-- RECORDS SUPPLIED --

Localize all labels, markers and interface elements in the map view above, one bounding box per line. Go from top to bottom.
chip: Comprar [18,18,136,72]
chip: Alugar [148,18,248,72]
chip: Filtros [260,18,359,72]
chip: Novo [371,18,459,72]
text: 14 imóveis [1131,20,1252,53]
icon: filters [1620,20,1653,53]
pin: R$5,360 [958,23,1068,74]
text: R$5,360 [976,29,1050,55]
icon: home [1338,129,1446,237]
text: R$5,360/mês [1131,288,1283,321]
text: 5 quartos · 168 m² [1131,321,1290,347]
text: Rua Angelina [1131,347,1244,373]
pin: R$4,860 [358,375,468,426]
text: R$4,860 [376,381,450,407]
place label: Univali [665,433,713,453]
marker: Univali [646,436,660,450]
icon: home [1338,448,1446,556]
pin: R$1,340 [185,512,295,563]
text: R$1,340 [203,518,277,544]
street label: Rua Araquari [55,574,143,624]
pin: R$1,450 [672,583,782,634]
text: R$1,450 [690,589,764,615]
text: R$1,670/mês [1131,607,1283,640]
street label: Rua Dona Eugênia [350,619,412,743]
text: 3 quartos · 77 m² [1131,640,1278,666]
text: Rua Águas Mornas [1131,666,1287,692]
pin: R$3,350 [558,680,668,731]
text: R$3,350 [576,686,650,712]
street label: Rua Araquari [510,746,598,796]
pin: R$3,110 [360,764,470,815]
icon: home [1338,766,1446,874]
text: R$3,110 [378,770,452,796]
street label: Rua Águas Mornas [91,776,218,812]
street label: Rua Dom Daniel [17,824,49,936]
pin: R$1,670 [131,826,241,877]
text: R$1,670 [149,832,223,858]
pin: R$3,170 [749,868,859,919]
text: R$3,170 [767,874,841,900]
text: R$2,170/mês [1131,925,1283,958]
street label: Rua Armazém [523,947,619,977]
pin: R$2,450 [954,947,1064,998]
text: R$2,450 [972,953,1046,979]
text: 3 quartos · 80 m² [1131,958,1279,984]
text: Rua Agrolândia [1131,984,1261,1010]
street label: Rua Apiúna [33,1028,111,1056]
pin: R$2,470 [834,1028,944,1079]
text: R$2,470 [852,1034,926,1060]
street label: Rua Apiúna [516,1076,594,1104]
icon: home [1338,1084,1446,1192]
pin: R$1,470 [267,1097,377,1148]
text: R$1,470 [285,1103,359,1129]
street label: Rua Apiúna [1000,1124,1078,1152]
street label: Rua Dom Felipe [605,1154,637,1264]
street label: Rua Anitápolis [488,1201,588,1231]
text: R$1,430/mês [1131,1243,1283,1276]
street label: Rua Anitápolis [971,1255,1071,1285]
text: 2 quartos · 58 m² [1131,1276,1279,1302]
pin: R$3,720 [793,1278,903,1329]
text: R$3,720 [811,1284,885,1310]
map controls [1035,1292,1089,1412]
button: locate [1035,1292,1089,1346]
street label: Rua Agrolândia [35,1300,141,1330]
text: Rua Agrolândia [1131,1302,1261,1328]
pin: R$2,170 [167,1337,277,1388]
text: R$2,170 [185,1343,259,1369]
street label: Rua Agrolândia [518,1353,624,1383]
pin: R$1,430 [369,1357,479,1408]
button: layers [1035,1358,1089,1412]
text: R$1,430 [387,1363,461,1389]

-- WORK TO BE COMPLETED --
Among the lines of the preceding data, which ones hold the word "Araquari"? List them.

-- ANSWER TO THIS EXERCISE --
street label: Rua Araquari [55,574,143,624]
street label: Rua Araquari [510,746,598,796]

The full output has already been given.